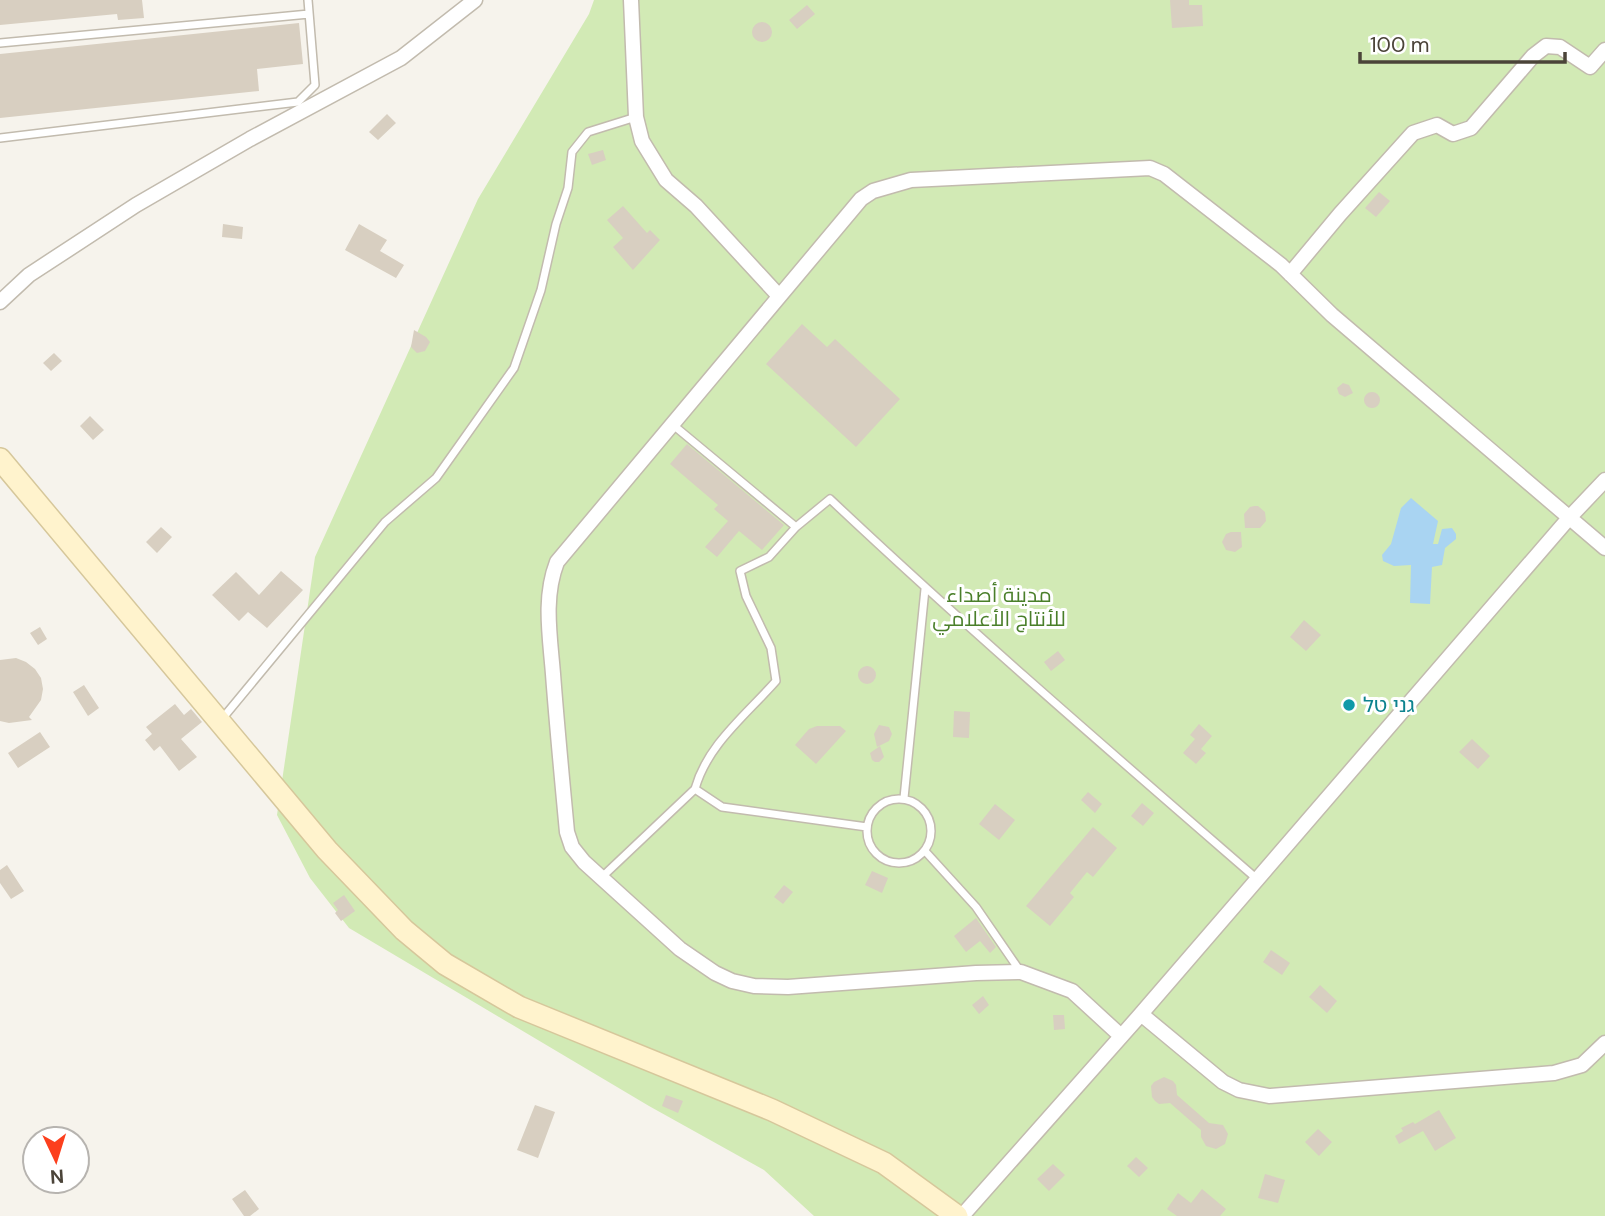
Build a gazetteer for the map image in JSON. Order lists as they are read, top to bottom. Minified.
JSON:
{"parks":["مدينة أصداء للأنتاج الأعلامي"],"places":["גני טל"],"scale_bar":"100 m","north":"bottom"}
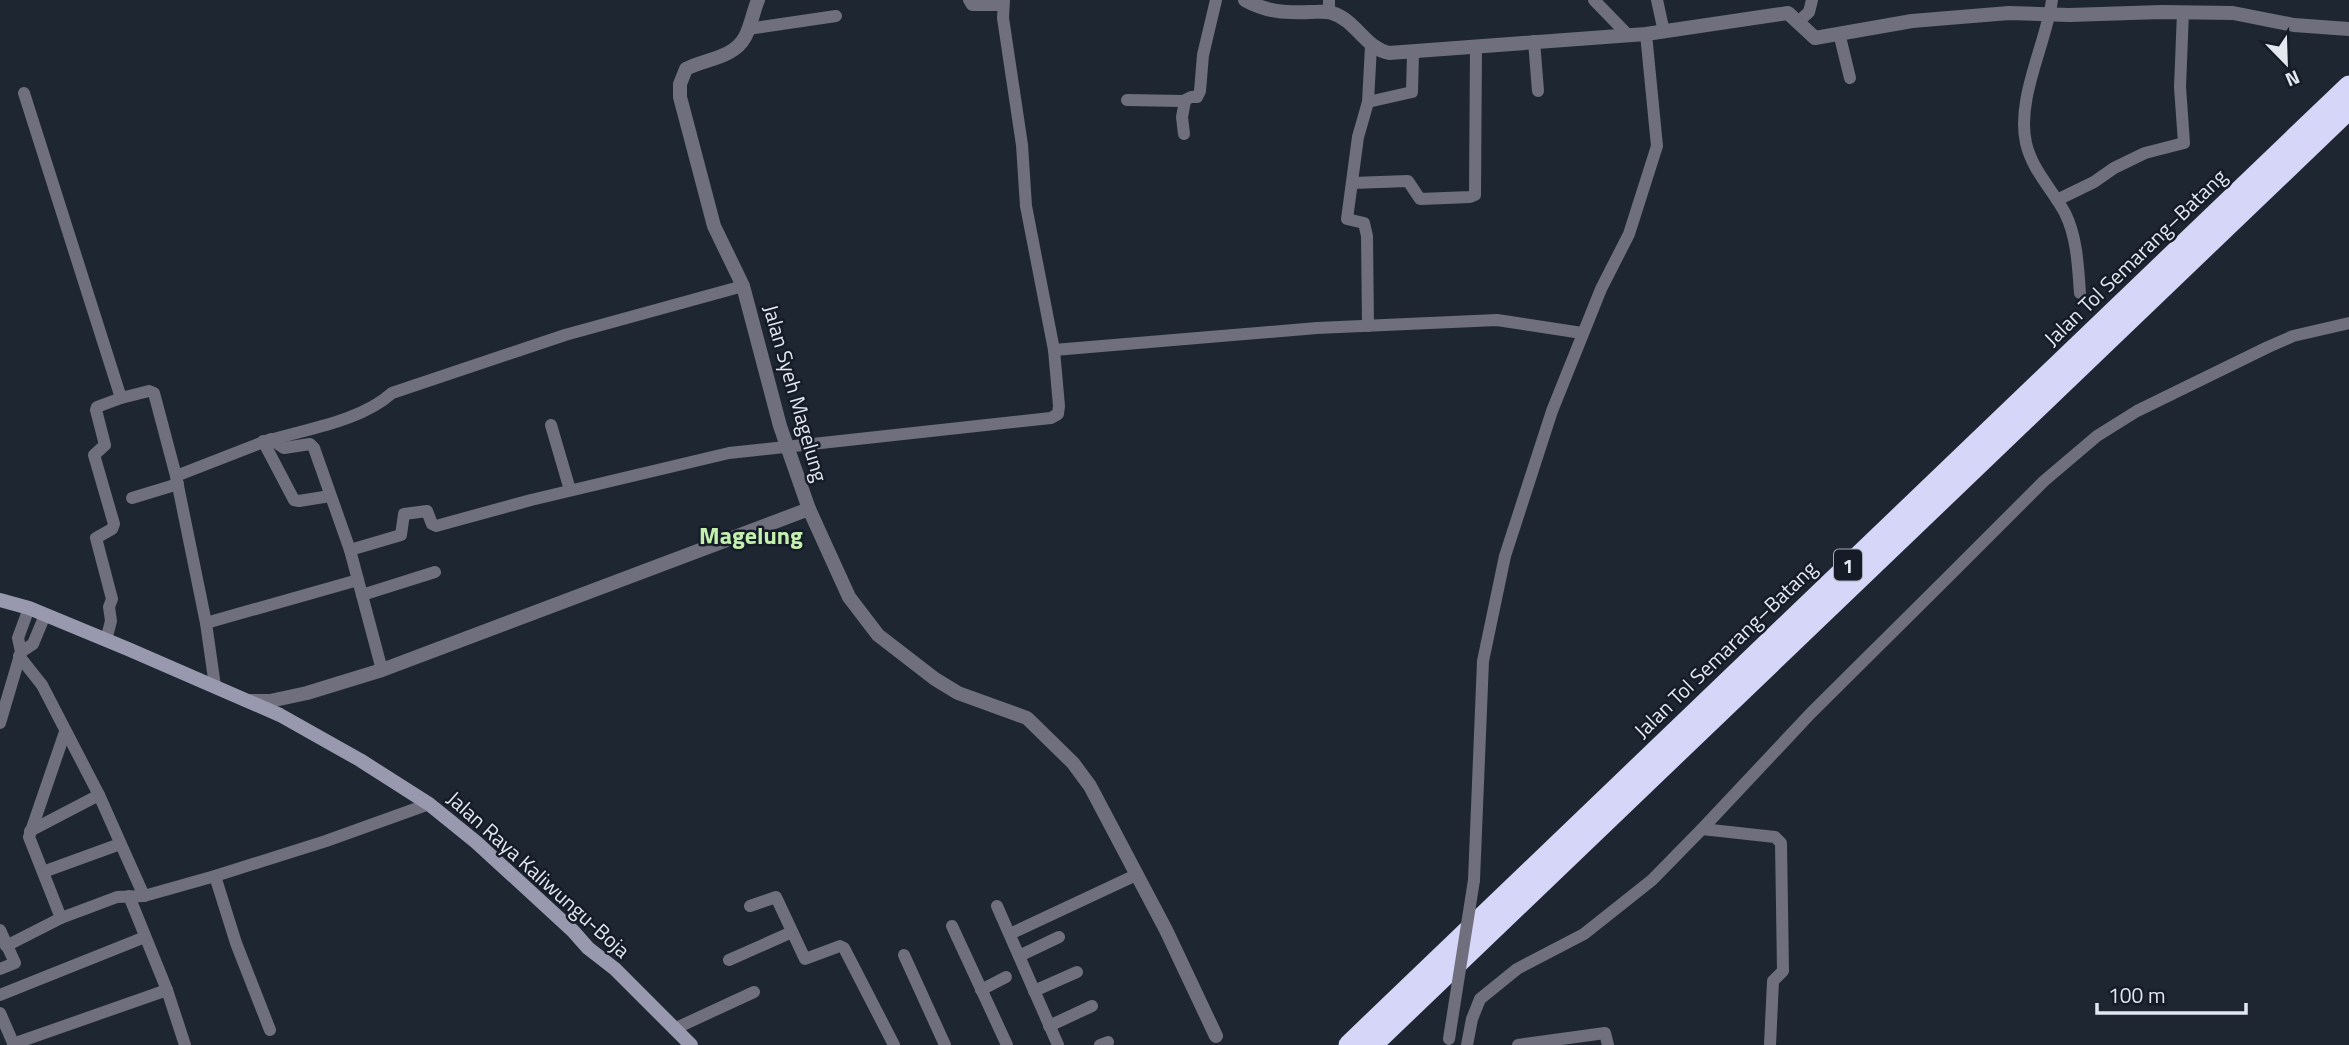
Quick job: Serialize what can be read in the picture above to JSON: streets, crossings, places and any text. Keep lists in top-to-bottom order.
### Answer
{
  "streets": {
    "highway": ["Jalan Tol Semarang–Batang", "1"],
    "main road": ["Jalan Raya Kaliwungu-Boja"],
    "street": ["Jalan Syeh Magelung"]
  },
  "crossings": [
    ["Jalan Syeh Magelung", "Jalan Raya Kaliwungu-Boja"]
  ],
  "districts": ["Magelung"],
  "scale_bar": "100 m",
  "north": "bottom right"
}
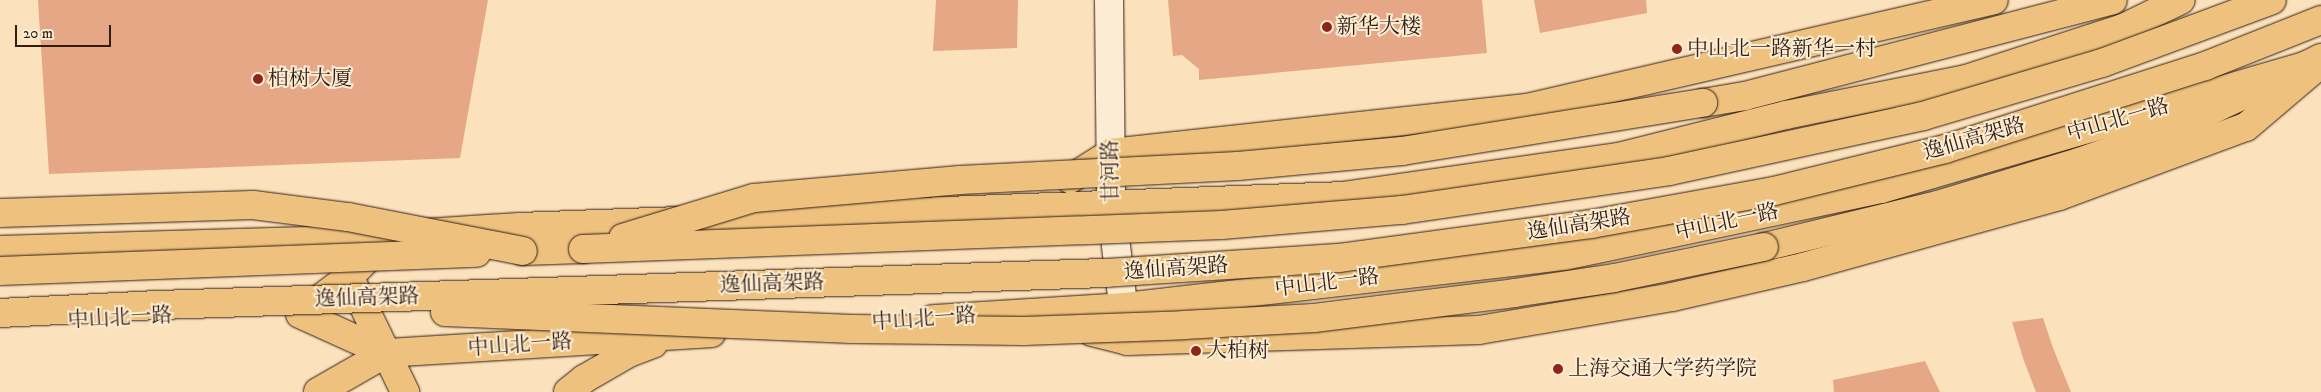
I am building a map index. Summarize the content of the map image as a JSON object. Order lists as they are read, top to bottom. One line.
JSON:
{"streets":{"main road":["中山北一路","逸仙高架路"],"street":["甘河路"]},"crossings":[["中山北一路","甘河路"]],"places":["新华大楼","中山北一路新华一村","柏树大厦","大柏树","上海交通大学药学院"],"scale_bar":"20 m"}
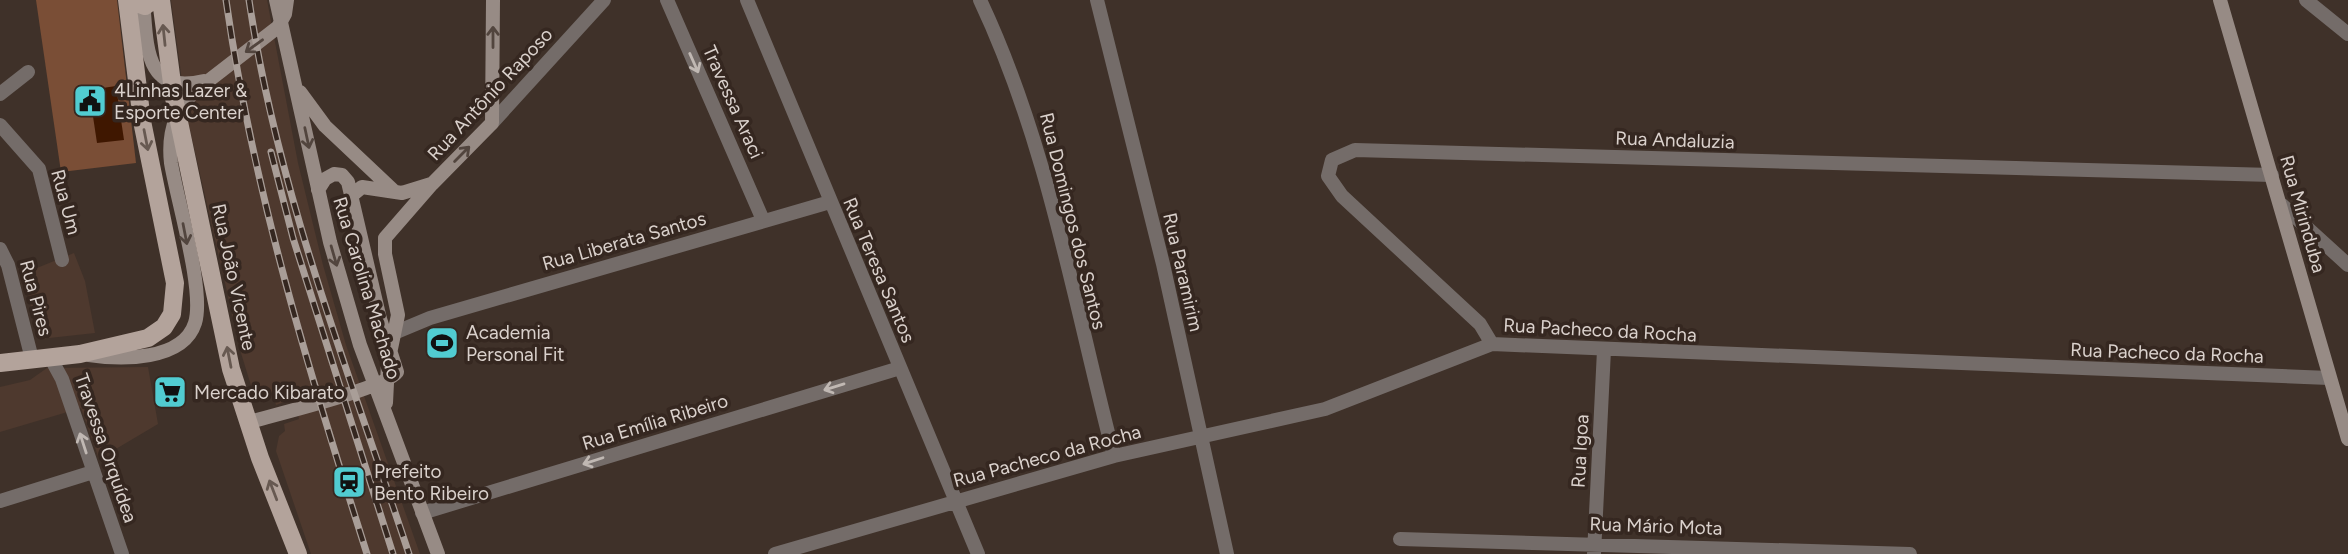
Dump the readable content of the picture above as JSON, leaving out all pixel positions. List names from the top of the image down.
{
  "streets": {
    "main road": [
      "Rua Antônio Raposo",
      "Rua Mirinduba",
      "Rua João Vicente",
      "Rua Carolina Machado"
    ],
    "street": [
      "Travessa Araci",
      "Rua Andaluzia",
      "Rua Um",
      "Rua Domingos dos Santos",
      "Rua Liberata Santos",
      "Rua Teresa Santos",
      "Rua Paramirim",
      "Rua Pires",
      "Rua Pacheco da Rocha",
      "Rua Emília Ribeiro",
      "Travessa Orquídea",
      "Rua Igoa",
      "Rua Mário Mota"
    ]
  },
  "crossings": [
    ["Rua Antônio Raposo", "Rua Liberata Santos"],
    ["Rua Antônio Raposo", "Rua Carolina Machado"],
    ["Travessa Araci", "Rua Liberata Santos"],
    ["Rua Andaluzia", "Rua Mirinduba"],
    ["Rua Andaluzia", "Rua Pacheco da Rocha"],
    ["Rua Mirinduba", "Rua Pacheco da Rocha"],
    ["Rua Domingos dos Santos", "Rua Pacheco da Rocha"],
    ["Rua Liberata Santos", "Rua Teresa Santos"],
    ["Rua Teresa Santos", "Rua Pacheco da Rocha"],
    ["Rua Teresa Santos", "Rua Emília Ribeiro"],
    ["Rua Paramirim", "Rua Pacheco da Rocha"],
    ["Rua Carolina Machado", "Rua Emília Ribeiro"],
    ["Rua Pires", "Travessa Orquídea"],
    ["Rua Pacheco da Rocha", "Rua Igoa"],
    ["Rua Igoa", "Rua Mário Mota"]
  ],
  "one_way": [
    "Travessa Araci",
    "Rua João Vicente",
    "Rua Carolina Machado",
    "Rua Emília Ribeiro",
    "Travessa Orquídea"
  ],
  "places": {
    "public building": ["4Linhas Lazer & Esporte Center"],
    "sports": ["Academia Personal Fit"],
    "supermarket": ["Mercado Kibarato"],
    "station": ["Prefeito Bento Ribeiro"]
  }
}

----------

Problem
Although the records hold pictures, return only what remains, word for word.

Task response
Build a gazetteer for the map image in JSON. Order lists as they are read, top to bottom. Minified.
JSON:
{"parks":["مدينة أصداء للأنتاج الأعلامي"],"places":["גני טל"],"scale_bar":"100 m","north":"bottom"}
Quick job: Serialize what can be read in the picture above to JSON: streets, crossings, places and any text. Keep lists in top-to-bottom order.
### Answer
{
  "streets": {
    "highway": ["Jalan Tol Semarang–Batang", "1"],
    "main road": ["Jalan Raya Kaliwungu-Boja"],
    "street": ["Jalan Syeh Magelung"]
  },
  "crossings": [
    ["Jalan Syeh Magelung", "Jalan Raya Kaliwungu-Boja"]
  ],
  "districts": ["Magelung"],
  "scale_bar": "100 m",
  "north": "bottom right"
}
I am building a map index. Summarize the content of the map image as a JSON object. Order lists as they are read, top to bottom. One line.
JSON:
{"streets":{"main road":["中山北一路","逸仙高架路"],"street":["甘河路"]},"crossings":[["中山北一路","甘河路"]],"places":["新华大楼","中山北一路新华一村","柏树大厦","大柏树","上海交通大学药学院"],"scale_bar":"20 m"}
Dump the readable content of the picture above as JSON, leaving out all pixel positions. List names from the top of the image down.
{
  "streets": {
    "main road": [
      "Rua Antônio Raposo",
      "Rua Mirinduba",
      "Rua João Vicente",
      "Rua Carolina Machado"
    ],
    "street": [
      "Travessa Araci",
      "Rua Andaluzia",
      "Rua Um",
      "Rua Domingos dos Santos",
      "Rua Liberata Santos",
      "Rua Teresa Santos",
      "Rua Paramirim",
      "Rua Pires",
      "Rua Pacheco da Rocha",
      "Rua Emília Ribeiro",
      "Travessa Orquídea",
      "Rua Igoa",
      "Rua Mário Mota"
    ]
  },
  "crossings": [
    ["Rua Antônio Raposo", "Rua Liberata Santos"],
    ["Rua Antônio Raposo", "Rua Carolina Machado"],
    ["Travessa Araci", "Rua Liberata Santos"],
    ["Rua Andaluzia", "Rua Mirinduba"],
    ["Rua Andaluzia", "Rua Pacheco da Rocha"],
    ["Rua Mirinduba", "Rua Pacheco da Rocha"],
    ["Rua Domingos dos Santos", "Rua Pacheco da Rocha"],
    ["Rua Liberata Santos", "Rua Teresa Santos"],
    ["Rua Teresa Santos", "Rua Pacheco da Rocha"],
    ["Rua Teresa Santos", "Rua Emília Ribeiro"],
    ["Rua Paramirim", "Rua Pacheco da Rocha"],
    ["Rua Carolina Machado", "Rua Emília Ribeiro"],
    ["Rua Pires", "Travessa Orquídea"],
    ["Rua Pacheco da Rocha", "Rua Igoa"],
    ["Rua Igoa", "Rua Mário Mota"]
  ],
  "one_way": [
    "Travessa Araci",
    "Rua João Vicente",
    "Rua Carolina Machado",
    "Rua Emília Ribeiro",
    "Travessa Orquídea"
  ],
  "places": {
    "public building": ["4Linhas Lazer & Esporte Center"],
    "sports": ["Academia Personal Fit"],
    "supermarket": ["Mercado Kibarato"],
    "station": ["Prefeito Bento Ribeiro"]
  }
}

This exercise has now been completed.